[Saved entries]
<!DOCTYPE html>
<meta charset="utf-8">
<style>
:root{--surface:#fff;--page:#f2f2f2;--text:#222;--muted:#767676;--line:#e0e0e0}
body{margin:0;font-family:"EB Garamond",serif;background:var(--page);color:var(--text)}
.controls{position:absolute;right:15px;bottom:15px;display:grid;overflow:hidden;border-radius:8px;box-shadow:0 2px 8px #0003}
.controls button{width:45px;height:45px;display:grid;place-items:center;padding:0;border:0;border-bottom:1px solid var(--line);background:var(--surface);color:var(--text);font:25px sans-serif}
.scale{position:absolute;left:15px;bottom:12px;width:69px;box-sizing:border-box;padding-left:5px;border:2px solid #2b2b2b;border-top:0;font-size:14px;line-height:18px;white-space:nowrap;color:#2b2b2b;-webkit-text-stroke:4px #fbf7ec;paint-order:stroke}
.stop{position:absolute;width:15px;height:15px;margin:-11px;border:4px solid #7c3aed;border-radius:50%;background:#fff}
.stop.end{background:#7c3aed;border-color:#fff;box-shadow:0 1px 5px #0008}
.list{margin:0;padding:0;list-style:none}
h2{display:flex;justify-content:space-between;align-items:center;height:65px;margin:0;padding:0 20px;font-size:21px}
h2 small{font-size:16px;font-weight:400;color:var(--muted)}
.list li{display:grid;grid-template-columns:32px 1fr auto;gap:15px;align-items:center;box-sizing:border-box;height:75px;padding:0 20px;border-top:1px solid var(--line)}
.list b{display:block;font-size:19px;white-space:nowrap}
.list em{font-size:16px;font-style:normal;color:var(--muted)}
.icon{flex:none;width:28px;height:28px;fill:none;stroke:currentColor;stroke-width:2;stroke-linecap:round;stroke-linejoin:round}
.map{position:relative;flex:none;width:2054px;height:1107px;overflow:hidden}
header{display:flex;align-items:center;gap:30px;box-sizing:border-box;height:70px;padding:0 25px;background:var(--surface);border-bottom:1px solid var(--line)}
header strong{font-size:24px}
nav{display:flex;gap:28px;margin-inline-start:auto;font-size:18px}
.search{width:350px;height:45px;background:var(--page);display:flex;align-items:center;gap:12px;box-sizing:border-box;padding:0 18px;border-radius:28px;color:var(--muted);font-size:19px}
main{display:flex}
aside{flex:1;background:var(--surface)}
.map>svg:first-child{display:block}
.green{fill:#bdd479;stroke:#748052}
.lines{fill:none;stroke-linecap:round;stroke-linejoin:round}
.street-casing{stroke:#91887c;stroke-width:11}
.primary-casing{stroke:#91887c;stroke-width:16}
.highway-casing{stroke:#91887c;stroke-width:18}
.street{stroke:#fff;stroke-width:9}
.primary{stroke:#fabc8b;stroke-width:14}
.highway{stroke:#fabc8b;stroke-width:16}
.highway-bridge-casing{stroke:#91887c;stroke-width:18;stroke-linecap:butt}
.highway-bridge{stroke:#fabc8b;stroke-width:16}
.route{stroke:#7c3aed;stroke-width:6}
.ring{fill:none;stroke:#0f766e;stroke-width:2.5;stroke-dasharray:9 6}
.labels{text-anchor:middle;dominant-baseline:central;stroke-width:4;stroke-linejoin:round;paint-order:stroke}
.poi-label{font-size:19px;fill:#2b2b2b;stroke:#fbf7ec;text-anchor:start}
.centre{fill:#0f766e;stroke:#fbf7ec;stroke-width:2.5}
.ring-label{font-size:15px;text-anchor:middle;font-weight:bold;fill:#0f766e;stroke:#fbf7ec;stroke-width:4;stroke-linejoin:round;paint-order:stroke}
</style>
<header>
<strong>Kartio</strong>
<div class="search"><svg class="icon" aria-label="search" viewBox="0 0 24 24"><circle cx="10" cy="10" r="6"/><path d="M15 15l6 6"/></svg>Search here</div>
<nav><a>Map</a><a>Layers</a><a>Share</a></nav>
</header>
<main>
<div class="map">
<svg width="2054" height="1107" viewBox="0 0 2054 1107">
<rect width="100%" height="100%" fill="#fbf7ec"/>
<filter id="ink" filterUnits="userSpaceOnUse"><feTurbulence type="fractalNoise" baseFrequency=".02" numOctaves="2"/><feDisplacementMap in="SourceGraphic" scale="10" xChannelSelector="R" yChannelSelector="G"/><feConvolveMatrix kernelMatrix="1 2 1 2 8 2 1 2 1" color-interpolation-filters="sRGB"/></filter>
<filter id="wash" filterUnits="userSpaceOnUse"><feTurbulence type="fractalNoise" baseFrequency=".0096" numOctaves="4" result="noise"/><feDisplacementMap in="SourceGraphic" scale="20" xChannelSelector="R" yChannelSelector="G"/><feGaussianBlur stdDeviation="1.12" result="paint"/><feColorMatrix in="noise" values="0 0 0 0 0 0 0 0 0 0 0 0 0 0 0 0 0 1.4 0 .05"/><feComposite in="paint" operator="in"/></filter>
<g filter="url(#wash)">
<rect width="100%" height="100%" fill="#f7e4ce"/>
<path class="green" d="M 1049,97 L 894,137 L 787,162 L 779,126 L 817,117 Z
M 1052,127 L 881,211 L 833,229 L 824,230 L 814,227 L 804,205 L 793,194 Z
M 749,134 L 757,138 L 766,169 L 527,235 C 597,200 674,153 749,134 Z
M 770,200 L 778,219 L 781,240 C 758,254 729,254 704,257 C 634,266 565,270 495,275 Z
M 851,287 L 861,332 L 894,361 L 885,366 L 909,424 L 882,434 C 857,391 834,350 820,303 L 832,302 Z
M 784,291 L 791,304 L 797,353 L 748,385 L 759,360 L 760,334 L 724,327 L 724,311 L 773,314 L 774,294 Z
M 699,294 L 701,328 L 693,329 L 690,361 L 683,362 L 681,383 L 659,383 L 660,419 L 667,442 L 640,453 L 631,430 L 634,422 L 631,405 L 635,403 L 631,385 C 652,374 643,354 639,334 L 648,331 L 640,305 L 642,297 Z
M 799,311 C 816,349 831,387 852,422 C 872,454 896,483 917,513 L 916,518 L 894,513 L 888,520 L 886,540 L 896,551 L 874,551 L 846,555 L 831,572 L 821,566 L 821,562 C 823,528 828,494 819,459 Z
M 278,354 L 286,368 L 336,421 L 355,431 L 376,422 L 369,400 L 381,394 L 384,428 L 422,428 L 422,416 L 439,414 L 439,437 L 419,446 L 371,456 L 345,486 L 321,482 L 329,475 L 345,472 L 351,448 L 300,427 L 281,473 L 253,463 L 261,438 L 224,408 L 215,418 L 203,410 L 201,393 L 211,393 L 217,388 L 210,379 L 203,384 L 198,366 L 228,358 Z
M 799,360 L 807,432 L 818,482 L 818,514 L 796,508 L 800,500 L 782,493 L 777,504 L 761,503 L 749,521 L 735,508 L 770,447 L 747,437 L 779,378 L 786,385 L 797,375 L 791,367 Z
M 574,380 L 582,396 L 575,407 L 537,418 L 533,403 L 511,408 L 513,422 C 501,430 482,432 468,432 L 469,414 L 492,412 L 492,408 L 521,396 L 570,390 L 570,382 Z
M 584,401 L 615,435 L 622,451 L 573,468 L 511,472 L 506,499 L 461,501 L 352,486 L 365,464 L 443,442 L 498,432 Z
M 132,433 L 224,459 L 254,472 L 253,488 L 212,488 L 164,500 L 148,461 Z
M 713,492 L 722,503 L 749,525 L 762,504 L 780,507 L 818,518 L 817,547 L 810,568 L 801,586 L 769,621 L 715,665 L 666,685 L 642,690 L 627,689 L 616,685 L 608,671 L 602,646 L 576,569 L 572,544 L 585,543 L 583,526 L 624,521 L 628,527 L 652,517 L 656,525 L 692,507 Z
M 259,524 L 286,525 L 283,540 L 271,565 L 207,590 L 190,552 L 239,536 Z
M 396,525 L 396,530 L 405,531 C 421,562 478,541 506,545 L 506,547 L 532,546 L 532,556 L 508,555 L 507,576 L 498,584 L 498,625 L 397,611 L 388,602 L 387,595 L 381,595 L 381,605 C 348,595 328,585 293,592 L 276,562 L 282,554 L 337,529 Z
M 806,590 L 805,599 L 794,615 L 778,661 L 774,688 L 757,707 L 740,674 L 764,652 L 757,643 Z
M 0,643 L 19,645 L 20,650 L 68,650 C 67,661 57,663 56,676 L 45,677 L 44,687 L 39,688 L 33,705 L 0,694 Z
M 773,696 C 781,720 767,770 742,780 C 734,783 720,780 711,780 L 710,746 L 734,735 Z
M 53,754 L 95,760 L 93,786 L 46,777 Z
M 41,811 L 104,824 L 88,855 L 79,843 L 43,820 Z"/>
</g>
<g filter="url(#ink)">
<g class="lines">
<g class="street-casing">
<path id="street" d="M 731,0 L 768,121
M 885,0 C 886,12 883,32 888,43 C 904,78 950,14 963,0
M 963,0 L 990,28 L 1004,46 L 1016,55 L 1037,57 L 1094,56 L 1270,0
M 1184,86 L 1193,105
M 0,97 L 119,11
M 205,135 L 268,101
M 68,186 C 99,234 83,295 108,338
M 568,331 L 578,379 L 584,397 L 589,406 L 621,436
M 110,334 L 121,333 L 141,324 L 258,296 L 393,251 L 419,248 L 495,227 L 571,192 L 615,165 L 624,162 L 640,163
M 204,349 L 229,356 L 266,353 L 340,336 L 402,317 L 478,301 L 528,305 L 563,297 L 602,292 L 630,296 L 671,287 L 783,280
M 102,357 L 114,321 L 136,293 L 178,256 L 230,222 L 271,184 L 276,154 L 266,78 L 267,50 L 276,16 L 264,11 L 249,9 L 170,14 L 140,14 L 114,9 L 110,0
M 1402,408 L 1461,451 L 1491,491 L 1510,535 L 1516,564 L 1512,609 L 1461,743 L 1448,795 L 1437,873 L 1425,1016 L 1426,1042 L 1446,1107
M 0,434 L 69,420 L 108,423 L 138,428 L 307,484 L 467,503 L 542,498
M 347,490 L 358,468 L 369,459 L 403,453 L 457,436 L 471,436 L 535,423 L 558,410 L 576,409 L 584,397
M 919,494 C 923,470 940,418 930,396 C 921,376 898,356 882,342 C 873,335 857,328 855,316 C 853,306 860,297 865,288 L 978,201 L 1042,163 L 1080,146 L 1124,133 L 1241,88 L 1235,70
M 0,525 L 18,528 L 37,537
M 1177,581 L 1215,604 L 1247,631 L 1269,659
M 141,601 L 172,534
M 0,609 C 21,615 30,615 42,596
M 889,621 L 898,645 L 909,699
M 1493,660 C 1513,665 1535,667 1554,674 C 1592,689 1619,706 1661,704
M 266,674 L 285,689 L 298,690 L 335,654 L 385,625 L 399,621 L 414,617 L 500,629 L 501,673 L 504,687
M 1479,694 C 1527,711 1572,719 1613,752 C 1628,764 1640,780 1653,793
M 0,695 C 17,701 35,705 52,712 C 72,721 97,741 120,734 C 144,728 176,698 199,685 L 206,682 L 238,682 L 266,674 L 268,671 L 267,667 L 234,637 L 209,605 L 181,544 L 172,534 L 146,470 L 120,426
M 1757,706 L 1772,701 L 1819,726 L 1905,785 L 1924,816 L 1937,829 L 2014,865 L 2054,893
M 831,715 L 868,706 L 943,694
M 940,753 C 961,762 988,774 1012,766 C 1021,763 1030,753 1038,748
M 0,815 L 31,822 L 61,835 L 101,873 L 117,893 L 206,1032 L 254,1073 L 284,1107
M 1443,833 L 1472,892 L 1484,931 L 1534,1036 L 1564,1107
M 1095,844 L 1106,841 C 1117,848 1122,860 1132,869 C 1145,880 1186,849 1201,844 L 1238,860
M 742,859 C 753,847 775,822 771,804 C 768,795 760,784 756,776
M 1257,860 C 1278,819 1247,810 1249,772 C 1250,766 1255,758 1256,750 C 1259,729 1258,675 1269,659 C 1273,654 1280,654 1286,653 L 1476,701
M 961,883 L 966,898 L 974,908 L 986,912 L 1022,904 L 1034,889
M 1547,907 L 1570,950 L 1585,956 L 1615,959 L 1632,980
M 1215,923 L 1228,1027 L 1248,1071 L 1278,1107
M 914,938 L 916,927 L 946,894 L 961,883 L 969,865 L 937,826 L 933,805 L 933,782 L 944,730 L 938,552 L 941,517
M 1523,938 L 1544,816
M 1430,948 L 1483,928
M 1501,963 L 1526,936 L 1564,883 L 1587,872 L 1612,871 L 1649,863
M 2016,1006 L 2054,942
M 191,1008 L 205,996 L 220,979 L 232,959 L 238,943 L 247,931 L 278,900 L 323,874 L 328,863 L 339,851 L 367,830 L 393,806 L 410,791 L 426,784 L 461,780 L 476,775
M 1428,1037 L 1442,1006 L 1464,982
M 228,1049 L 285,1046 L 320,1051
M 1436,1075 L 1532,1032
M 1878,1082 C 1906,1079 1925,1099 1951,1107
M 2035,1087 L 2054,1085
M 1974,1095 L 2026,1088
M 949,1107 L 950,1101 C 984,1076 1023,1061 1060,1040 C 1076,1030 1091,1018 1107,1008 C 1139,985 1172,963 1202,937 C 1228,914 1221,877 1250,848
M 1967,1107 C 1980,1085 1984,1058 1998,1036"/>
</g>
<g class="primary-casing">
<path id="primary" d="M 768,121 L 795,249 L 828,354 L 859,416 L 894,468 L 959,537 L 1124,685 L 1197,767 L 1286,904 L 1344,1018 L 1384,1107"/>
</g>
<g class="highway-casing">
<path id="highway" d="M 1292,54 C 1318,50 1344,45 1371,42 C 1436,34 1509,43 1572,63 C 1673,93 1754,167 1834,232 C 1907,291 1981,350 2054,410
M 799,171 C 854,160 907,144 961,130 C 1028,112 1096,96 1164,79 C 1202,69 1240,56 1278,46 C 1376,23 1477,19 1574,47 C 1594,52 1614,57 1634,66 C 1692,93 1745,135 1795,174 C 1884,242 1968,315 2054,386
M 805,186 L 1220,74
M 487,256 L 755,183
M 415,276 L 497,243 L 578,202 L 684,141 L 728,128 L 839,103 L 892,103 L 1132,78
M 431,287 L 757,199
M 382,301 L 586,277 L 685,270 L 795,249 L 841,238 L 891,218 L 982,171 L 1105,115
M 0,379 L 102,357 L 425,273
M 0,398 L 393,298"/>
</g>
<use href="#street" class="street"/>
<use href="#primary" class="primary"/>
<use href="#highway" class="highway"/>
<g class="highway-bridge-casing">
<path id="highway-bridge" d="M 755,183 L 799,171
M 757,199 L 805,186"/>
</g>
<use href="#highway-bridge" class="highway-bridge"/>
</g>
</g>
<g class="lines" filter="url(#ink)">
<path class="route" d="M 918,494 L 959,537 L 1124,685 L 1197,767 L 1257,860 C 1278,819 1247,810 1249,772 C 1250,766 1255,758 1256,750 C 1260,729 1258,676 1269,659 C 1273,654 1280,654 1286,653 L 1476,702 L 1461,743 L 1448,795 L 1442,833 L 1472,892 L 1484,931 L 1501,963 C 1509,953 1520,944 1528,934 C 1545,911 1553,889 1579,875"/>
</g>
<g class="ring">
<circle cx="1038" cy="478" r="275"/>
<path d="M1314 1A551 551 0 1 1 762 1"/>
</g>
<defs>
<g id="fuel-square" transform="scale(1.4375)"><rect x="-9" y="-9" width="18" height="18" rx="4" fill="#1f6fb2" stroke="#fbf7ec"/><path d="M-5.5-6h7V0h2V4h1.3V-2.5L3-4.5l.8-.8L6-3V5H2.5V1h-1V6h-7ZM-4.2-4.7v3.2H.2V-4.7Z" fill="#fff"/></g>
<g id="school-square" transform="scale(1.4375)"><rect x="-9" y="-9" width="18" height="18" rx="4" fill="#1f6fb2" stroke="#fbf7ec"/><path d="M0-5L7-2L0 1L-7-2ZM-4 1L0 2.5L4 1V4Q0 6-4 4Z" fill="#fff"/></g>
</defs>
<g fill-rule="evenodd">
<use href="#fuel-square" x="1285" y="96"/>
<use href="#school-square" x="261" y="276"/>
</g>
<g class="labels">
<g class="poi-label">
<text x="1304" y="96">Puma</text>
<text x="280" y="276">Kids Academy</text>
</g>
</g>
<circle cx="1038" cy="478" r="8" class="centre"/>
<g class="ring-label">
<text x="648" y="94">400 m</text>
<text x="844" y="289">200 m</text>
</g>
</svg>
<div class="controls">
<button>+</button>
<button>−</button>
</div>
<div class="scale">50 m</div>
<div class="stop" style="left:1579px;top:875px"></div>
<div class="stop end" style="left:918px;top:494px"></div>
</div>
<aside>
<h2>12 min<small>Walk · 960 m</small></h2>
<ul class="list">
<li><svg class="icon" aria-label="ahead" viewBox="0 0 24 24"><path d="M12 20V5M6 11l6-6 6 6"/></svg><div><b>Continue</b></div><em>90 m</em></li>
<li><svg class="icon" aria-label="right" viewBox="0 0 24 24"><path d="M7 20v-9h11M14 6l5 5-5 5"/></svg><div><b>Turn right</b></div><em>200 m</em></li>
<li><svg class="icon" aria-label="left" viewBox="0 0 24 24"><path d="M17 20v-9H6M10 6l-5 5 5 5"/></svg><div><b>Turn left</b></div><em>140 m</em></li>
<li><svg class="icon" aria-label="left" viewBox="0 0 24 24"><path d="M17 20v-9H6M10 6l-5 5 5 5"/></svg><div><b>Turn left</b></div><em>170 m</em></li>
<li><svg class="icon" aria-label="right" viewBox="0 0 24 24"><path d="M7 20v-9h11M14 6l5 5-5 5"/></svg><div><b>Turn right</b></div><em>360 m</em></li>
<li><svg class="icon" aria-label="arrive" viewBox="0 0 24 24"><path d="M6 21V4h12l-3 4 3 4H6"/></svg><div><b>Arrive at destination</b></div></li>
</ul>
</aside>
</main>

**Brief**.
Above are the records. Copy every line in them holding "white".

**Exercise result**.
.scale{position:absolute;left:15px;bottom:12px;width:69px;box-sizing:border-box;padding-left:5px;border:2px solid #2b2b2b;border-top:0;font-size:14px;line-height:18px;white-space:nowrap;color:#2b2b2b;-webkit-text-stroke:4px #fbf7ec;paint-order:stroke}
.list b{display:block;font-size:19px;white-space:nowrap}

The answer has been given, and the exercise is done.